Xu Nan, Wang Quanbo, Lei Jianping, Liu Lin, Ju Huangxian
State Key Laboratory of Analytical Chemistry for Life Science, School of Chemistry and Chemical Engineering, Nanjing University, Nanjing 210093, PR China.
State Key Laboratory of Analytical Chemistry for Life Science, School of Chemistry and Chemical Engineering, Nanjing University, Nanjing 210093, PR China.
Talanta. 2015 Jan;132:387-91. doi: 10.1016/j.talanta.2014.09.031. Epub 2014 Sep 28.
The design of a label-free aptamer for separation of recognition sequence from signal reporter is significant to ensure the high-efficiency affinity between aptamer and target. This work develops a label-free triple-helix aptamer (THA) as sensing platform for "signal-on" fluorescent detection of thrombin. THA was composed of aptamer sequence and help DNA 1 (H1), which contained the complementary sequence of hexachloro-fluorescein (HEX) labeled help DNA 2 (H2). The specific recognition event between aptamer and thrombin triggered the dismission of THA to release H1. The released H1 then reacted with the signal probe of H2/graphene oxide (GO) nanocomposite to form H1-H2 duplex, leading to the fluorescence recovery of H2 due to the detachment of H1-H2 duplex from the surface of GO. With employment of THA as a signal transducer and GO as a "superquencher", this method shows a sensitive response to thrombin with a wide concentration range from 5 to 1200 nM. The limit of detection is 1.8 nM (S/N=3) with excellent selectivity. Considering the universality of THA, the proposed aptasensor would provide a platform for homogeneous fluorescent detection of a wide range of analytes.

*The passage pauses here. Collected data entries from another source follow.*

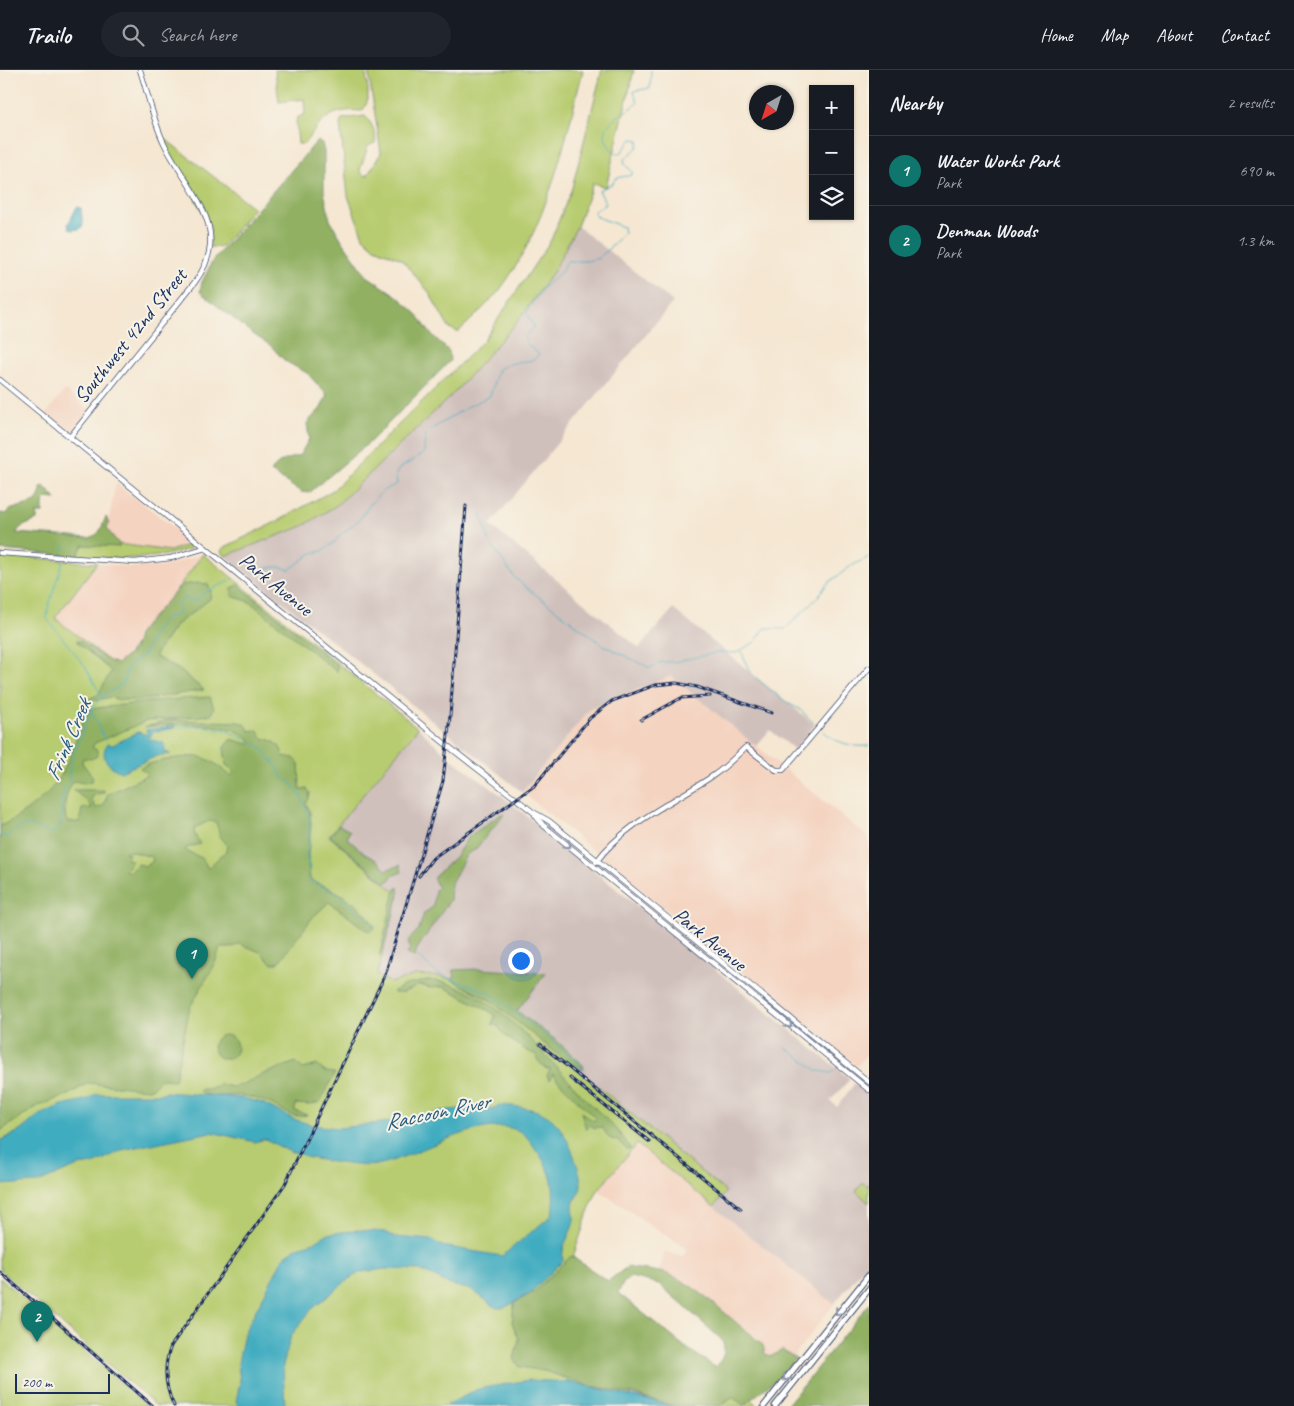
<!DOCTYPE html>
<meta charset="utf-8">
<style>
:root{--surface:#171b24;--page:#20242c;--text:#f1f3f6;--muted:#9ea1a6;--line:#363941;--accent:#0f766e}
body{margin:0;font-family:Caveat,sans-serif;background:var(--page);color:var(--text)}
.controls{position:absolute;right:15px;top:15px;display:grid;overflow:hidden;border-radius:0px;box-shadow:0 1px 4px #0004}
.controls button{width:45px;height:45px;display:grid;place-items:center;padding:0;border:0;border-bottom:1px solid var(--line);background:var(--surface);color:var(--text);font:25px sans-serif}
.compass{position:absolute;left:749px;top:15px;width:45px;height:45px;border-radius:50%;background:var(--surface);box-shadow:0 1px 4px #0004;rotate:219deg}
.scale{position:absolute;left:15px;bottom:12px;width:95px;box-sizing:border-box;padding-left:5px;border:2px solid #1b2f5e;border-top:0;font-size:14px;line-height:18px;white-space:nowrap;color:#1b2f5e;-webkit-text-stroke:4px #f7f3e8;paint-order:stroke}
.you{position:absolute;left:520px;top:890px;width:18px;height:18px;margin:-12px;border:4px solid #fff;border-radius:50%;background:#1a73e8;box-shadow:0 0 0 8px #1a73e833}
.badge{display:grid;place-items:center;width:32px;height:32px;border-radius:50%;background:var(--accent);color:#fff;font-size:16px;font-weight:700}
.pin{position:absolute;translate:-50% -41px;filter:drop-shadow(0 1px 2px #0008)}
.pin::after{content:'';position:absolute;top:26px;width:18px;height:15px;background:inherit;clip-path:polygon(0 0,100% 0,50% 100%)}
.list{margin:0;padding:0;list-style:none}
h2{display:flex;justify-content:space-between;align-items:center;height:65px;margin:0;padding:0 20px;font-size:21px}
h2 small{font-size:16px;font-weight:400;color:var(--muted)}
.list li{display:grid;grid-template-columns:32px 1fr auto;gap:15px;align-items:center;box-sizing:border-box;height:70px;padding:0 20px;border-top:1px solid var(--line)}
.list b{display:block;font-size:19px;white-space:nowrap}
.list p{margin:0;font-size:16px;white-space:nowrap;color:var(--muted)}
.list em{font-size:16px;font-style:normal;color:var(--muted)}
.icon{flex:none;width:28px;height:28px;fill:none;stroke:currentColor;stroke-width:2;stroke-linecap:round;stroke-linejoin:round}
.map{position:relative;flex:none;width:869px;height:1336px;overflow:hidden}
header{display:flex;align-items:center;gap:30px;box-sizing:border-box;height:70px;padding:0 25px;background:var(--surface);border-bottom:1px solid var(--line)}
header strong{font-size:24px}
nav{display:flex;gap:28px;margin-inline-start:auto;font-size:18px}
.search{width:350px;height:45px;background:var(--page);display:flex;align-items:center;gap:12px;box-sizing:border-box;padding:0 18px;border-radius:28px;color:var(--muted);font-size:19px}
main{display:flex}
aside{flex:1;background:var(--surface)}
.map>svg:first-child{display:block}
.built{fill:#f4d3c0}
.industrial{fill:#d0c0bc}
.green{fill:#b7cc70;stroke:#697e67}
.forest{fill:#91b062;stroke:#567060;fill-rule:evenodd}
.water{fill:#41acc0;stroke:#2e6e8f}
.lines{fill:none;stroke-linecap:round;stroke-linejoin:round}
.stream{stroke:#41acc0;stroke-width:1}
.secondary-casing{stroke:#3c4b6f;stroke-width:6}
.primary-casing{stroke:#3c4b6f;stroke-width:7}
.secondary{stroke:#fff;stroke-width:4.5}
.primary{stroke:#fff;stroke-width:5}
.rail-casing{stroke:#1b2f5e;stroke-width:3}
.rail{stroke:#f7f3e8;stroke-width:1;stroke-dasharray:4;stroke-linecap:butt}
.oneway{stroke:#8d97ae}
.labels{text-anchor:middle;dominant-baseline:central;stroke-width:4;stroke-linejoin:round;paint-order:stroke}
.street-label{font-size:21px;fill:#1b2f5e;stroke:#f7f3e8}
.water-label{font-size:22px;font-style:italic;fill:#285b80;stroke:#f7f3e8}
</style>
<header>
<strong>Trailo</strong>
<div class="search"><svg class="icon" aria-label="search" viewBox="0 0 24 24"><circle cx="10" cy="10" r="6"/><path d="M15 15l6 6"/></svg>Search here</div>
<nav><a>Home</a><a>Map</a><a>About</a><a>Contact</a></nav>
</header>
<main>
<div class="map">
<svg width="869" height="1336" viewBox="0 0 869 1336">
<rect width="100%" height="100%" fill="#f7f3e8"/>
<filter id="ink" filterUnits="userSpaceOnUse"><feTurbulence type="fractalNoise" baseFrequency=".02" numOctaves="2"/><feDisplacementMap in="SourceGraphic" scale="10" xChannelSelector="R" yChannelSelector="G"/><feConvolveMatrix kernelMatrix="1 2 1 2 8 2 1 2 1" color-interpolation-filters="sRGB"/></filter>
<filter id="wash" filterUnits="userSpaceOnUse"><feTurbulence type="fractalNoise" baseFrequency=".0096" numOctaves="4" result="noise"/><feDisplacementMap in="SourceGraphic" scale="20" xChannelSelector="R" yChannelSelector="G"/><feGaussianBlur stdDeviation="1.12" result="paint"/><feColorMatrix in="noise" values="0 0 0 0 0 0 0 0 0 0 0 0 0 0 0 0 0 1.4 0 .05"/><feComposite in="paint" operator="in"/></filter>
<g filter="url(#wash)">
<rect width="100%" height="100%" fill="#f5e7d2"/>
<g class="built">
<path d="M65,320L91,342L70,367L44,346Z"/>
<path d="M116,413L191,471V474L170,481L104,472Z"/>
<path d="M203,484L118,598L55,548L97,493L129,497H163Z"/>
<path d="M671,606L869,768V982L857,996L522,722L590,639Z"/>
<path d="M637,1074L834,1234L777,1308L656,1210L665,1182L684,1186L687,1179L598,1120Z"/>
</g>
<g class="industrial">
<path d="M577,156L673,232L490,455L639,578L673,539L815,655L795,680L770,660L756,676L671,606L590,639L522,722L225,486L303,456L337,435L388,385L553,202Z"/>
<path d="M418,658L453,690L501,725L850,1009L830,1031L837,1037L855,1013L869,1025V1191L834,1234L714,1137L725,1122L377,905L399,825L329,766Z"/>
</g>
<g class="green">
<path d="M275,0H365C367,13 372,30 362,41C329,38 323,50 304,74H298L296,52L297,48L305,44L304,29L279,32Z"/>
<path d="M368,0H583C564,75 547,158 499,221C487,235 472,249 458,262L449,258L428,221L401,189L375,178L363,167L348,126L340,54L342,49L365,46C371,52 377,63 375,73L368,76L360,100L363,105L367,106L381,83Z"/>
<path d="M602,0H634L606,117L593,113L577,156L553,202L517,252L454,323L337,435L303,456L225,486L221,482L223,478L282,449L333,420L484,270L551,170L572,118Z"/>
<path d="M160,65L254,138L222,177H210V156Z"/>
<path d="M0,464L104,472L170,481L191,474L190,479C131,498 61,483 0,478Z"/>
<path d="M203,484L418,658L329,766L399,825L377,905L391,913L416,905L441,907L463,912L497,933L726,1122L714,1137L637,1074L598,1120L590,1137L573,1187L756,1334L755,1336H668L631,1324L619,1333L460,1336H156L0,1200V485L97,493L55,548L118,598Z"/>
<path d="M863,1113L867,1116L869,1113V1133L856,1121Z"/>
<path d="M0,1208L147,1336H0Z"/>
</g>
<g class="forest">
<path d="M317,71L322,73L324,82V122L330,150L343,172L367,206L397,226L417,244L430,263L449,281L450,291L371,371L309,423L301,422L271,402C277,391 288,389 300,385L309,369L307,353L321,338L327,325L307,303L285,291L270,275L253,264L200,222L202,212L213,190Z"/>
<path d="M44,416L56,429L46,428L43,434V443H37V450L21,457L16,463L89,468C102,464 101,457 106,447L109,454L107,459L119,474V477L83,475L77,486L0,480V443L7,444L9,440L36,432L41,422V418Z"/>
<path d="M197,513L208,514L211,521L210,529L176,555L156,583V587L178,599L204,620L142,630H119L110,627L90,632V628L98,625L111,601L76,571H80L106,589L117,594L134,580L139,562L174,523L182,515Z"/>
<path d="M238,515L337,595V602L250,532L232,526V518Z"/>
<path d="M210,627L214,638L211,645L147,651L95,673L92,677L98,681L97,686L91,689L83,688L82,693L93,707L92,711L84,713L74,711C65,721 63,740 67,752H79L82,739L92,738L87,731L73,720H104V723L96,724L91,729L96,738L103,736L108,724L147,705V703L140,698C152,691 188,685 201,687C211,689 223,700 231,706L233,704V700L226,695L224,677L231,669L248,674L252,673C239,649 169,654 145,657L171,650L239,652L245,654L250,661L258,660L262,668C274,670 281,674 283,686L294,688L299,693L300,719H307L310,722L309,729L306,733L310,742L311,755L308,786L310,809C316,814 324,815 331,819C345,825 370,842 374,858L371,861L366,860L329,832L313,847L278,893H271L260,882L240,874L230,878H220L214,896L190,937L175,1010L160,1009L151,1019H147L88,1013L68,1025L38,1036L0,1061V756C20,748 52,723 62,704C72,684 78,660 88,639L165,630ZM209,751L216,752L220,766L227,775L226,781L208,798L202,788L186,781V778L200,774L194,763L195,758ZM129,781L152,787L153,791L145,796L139,794L128,802L125,801L132,790L126,789L129,784L125,782Z"/>
<path d="M501,744H504L475,780L467,784L464,789L451,813L450,830L417,879L414,887L407,884L410,879L408,871L419,859L424,843L433,837L435,820L438,817L433,808L456,786L468,767Z"/>
<path d="M339,755L350,761L347,767L349,770L365,784L378,791L386,800L400,795L402,802L392,806L388,812H385L330,766Z"/>
<path d="M398,817L399,823L382,881L379,887L395,820Z"/>
<path d="M479,899L546,903L517,941L558,972L584,996L583,999L568,993L491,931L452,910L455,906L453,900Z"/>
<path d="M430,910C492,917 540,980 580,1023C597,1041 618,1058 631,1079L627,1080L618,1071L609,1068L602,1057L594,1058L590,1055L586,1059L581,1042L594,1051L596,1049L558,1011L553,1004L549,1010L547,1005L551,999H546L538,991L537,985C528,983 502,966 499,957L492,954L495,946L491,942L444,917L430,918L420,915L402,923H394V921L405,915Z"/>
<circle cx="225" cy="977" r="12"/>
<path d="M296,992L303,999L317,995L325,1002L335,1003L320,1032L309,1035L295,1034V1041L307,1045C294,1048 289,1044 278,1038C270,1032 255,1028 245,1026C231,1023 210,1031 199,1021L200,1019H207L221,1014L232,1017L243,1014L261,1005Z"/>
<path d="M571,1186L608,1211L627,1197C641,1200 654,1200 668,1204C699,1216 736,1254 763,1275L765,1284L772,1286L782,1280L796,1289L777,1309L744,1335L732,1327L720,1336H672L632,1324L591,1316L544,1301L520,1297L514,1289L519,1269L512,1253L514,1233L534,1222ZM631,1207L659,1214L721,1269C727,1281 724,1287 715,1297L685,1277L618,1223L624,1212Z"/>
<path d="M869,1233V1336H786L869,1234Z"/>
</g>
<g class="water">
<path d="M77,137L81,138L83,155L80,159L72,160L69,158L68,154Z"/>
<path d="M175,656V658L153,662L149,669L164,673L165,682L171,684L157,686L121,702C109,697 99,688 107,674L113,675L138,662L148,665L146,660Z"/>
<path d="M166,1022L243,1028L262,1033L294,1049L312,1055L339,1058L405,1050L417,1051L440,1041L459,1039L481,1040L494,1038L499,1035C542,1038 558,1043 574,1086C577,1095 581,1105 581,1115C581,1122 576,1126 574,1132C572,1138 575,1146 574,1151C571,1165 560,1177 563,1191L529,1224L504,1238H496L472,1220L451,1215L420,1200L385,1199L361,1202L349,1209L311,1240L291,1266L283,1295L285,1336H238L236,1331L240,1312L238,1293L244,1263L283,1188L297,1177L314,1172L327,1164L358,1160L385,1162L395,1167L432,1170L442,1176L502,1186L552,1145C555,1117 554,1105 537,1081C532,1074 527,1065 519,1061C482,1043 414,1089 376,1095C362,1098 320,1090 305,1087L302,1084L292,1083L265,1069L255,1072L211,1062L122,1080L94,1094L78,1096L38,1113L0,1115V1071L21,1060L39,1045L62,1035L88,1029L96,1024H159Z"/>
<path d="M528,1310L571,1312L673,1336H445L478,1319Z"/>
</g>
<g class="lines">
<g class="stream">
<path d="M481,443L489,471"/>
<path d="M492,476L515,508L527,518L603,575L650,598L661,592H674L720,582L736,583L755,572L765,558L785,559L817,528L827,514L851,496L869,487"/>
<path d="M63,481L64,476"/>
<path d="M63,491L48,538L47,549L85,596L102,627"/>
<path d="M255,503C264,498 280,494 289,500L312,483L322,481L335,472L338,467L359,450L371,433L384,420L397,414L396,404L399,399L424,383L425,366L432,359L469,336L490,326L498,299C503,297 508,294 514,293C525,289 531,295 539,284L527,274L524,267L534,257L527,244L529,237L545,216L562,201L567,191H587L599,188L624,164L623,157L595,146L594,141L606,134L599,120L612,114L616,108L632,105V101L625,95L624,90L638,77L639,70L632,69L621,83H615C589,57 621,46 638,33L634,21L650,18L651,0"/>
<path d="M741,581C745,588 746,597 751,603C757,610 792,638 798,638L817,656"/>
<path d="M92,642L105,670"/>
<path d="M176,657L205,656L218,660L223,659L260,676L277,697L281,706L291,713L301,726L308,743L309,753L308,778L306,784L310,798L307,810L334,822L377,857"/>
<path d="M822,659C832,672 853,678 869,676"/>
<path d="M0,764L7,767C31,743 37,765 56,762C68,747 55,727 70,711L69,701L73,686L92,638L104,625L123,615L127,598L145,583L153,564L167,547L177,545C180,537 176,532 185,528L195,531L207,521L230,511"/>
<path d="M417,886L438,904L488,922L549,968L585,999"/>
<path d="M785,977L818,1001L831,1003L835,1000"/>
</g>
</g>
</g>
<g filter="url(#ink)">
<g class="lines">
<g class="secondary-casing">
<g id="secondary">
<path d="M0,310L448,676L533,742L549,751L869,1012"/>
<path d="M70,367L195,212C235,158 187,121 164,73C153,50 148,24 140,0"/>
<path d="M0,483L135,492L171,488L205,478"/>
<path d="M535,745L543,755L869,1020"/>
<path d="M596,792C627,751 673,733 714,705C726,697 735,687 746,677L776,700H783L869,598"/>
</g>
</g>
<g class="primary-casing">
<g id="primary">
<path d="M764,1336L869,1205"/>
<path d="M775,1336L869,1219"/>
</g>
</g>
<use href="#secondary" class="secondary"/>
<use href="#primary" class="primary"/>
<g class="rail-casing">
<g id="rail">
<path d="M641,650L681,628L710,626"/>
<path d="M419,806L433,788L534,716L590,648L612,631L655,615L676,613L697,617L772,643"/>
<path d="M540,974L741,1139"/>
<path d="M570,1008L650,1072"/>
<path d="M0,1202L153,1336"/>
<path d="M174,1336C165,1317 163,1296 171,1276L285,1114L385,905L443,711L450,646L466,436"/>
</g>
</g>
<use href="#rail" class="rail"/>
</g>
<defs><path id="oneway-chevron" d="M-2-3.5L2.5 0L-2 3.5" fill="none" stroke-width="1.6" stroke-linecap="round" stroke-linejoin="round" transform="scale(1.25)"/></defs>
<g class="oneway">
<use href="#oneway-chevron" transform="translate(568 775) rotate(39)"/>
<use href="#oneway-chevron" transform="translate(789 955) rotate(39)"/>
<use href="#oneway-chevron" transform="translate(838 1242) rotate(130)"/>
<use href="#oneway-chevron" transform="translate(786 1308) rotate(128)"/>
</g>
</g>
<g class="labels">
<g class="street-label">
<text transform="translate(130 266) rotate(-51)">Southwest 42nd Street</text>
<text transform="translate(276 514) rotate(39)">Park Avenue</text>
<text transform="translate(710 869) rotate(39)">Park Avenue</text>
</g>
<g class="water-label">
<text transform="translate(68 670) rotate(-67)">Frink Creek</text>
<text transform="translate(437 1042) rotate(-12)">Raccoon River</text>
</g>
</g>
</svg>
<div class="controls">
<button>+</button>
<button>−</button>
<button><svg class="icon" aria-label="layers" viewBox="0 0 24 24"><path d="M12 4l9 5-9 5-9-5zM3 14l9 5 9-5"/></svg></button>
</div>
<svg class="compass" viewBox="-18 -18 36 36"><path d="M0-13l5 13h-10z" fill="#e53935"/><path d="M0 13l5-13h-10z" fill="#9ea1a6"/></svg>
<div class="scale">200 m</div>
<div class="you"></div>
<div class="pin badge" style="left:192px;top:909px">1</div>
<div class="pin badge" style="left:37px;top:1272px">2</div>
</div>
<aside>
<h2>Nearby<small>2 results</small></h2>
<ul class="list">
<li><span class="badge">1</span><div><b>Water Works Park</b><p>Park</p></div><em>690 m</em></li>
<li><span class="badge">2</span><div><b>Denman Woods</b><p>Park</p></div><em>1.3 km</em></li>
</ul>
</aside>
</main>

设计一种用于将识别序列与信号报告分子分离的无标记适体,对于确保适体与靶标的高效亲和力具有重要意义。这项工作开发了一种无标记三螺旋适体(THA)作为传感平台,用于凝血酶的“信号开启”荧光检测。THA由适体序列和辅助DNA 1(H1)组成,H1包含六氯荧光素(HEX)标记的辅助DNA 2(H2)的互补序列。适体与凝血酶之间的特异性识别事件触发THA解离以释放H1。释放的H1然后与H2/氧化石墨烯(GO)纳米复合材料的信号探针反应形成H1-H2双链体,由于H1-H2双链体从GO表面脱离,导致H2的荧光恢复。以THA作为信号转导器和GO作为“超级猝灭剂”,该方法对凝血酶表现出灵敏响应,浓度范围为5至1200 nM。检测限为1.8 nM(S/N=3),具有出色的选择性。考虑到THA的通用性,所提出的适体传感器将为多种分析物的均相荧光检测提供一个平台。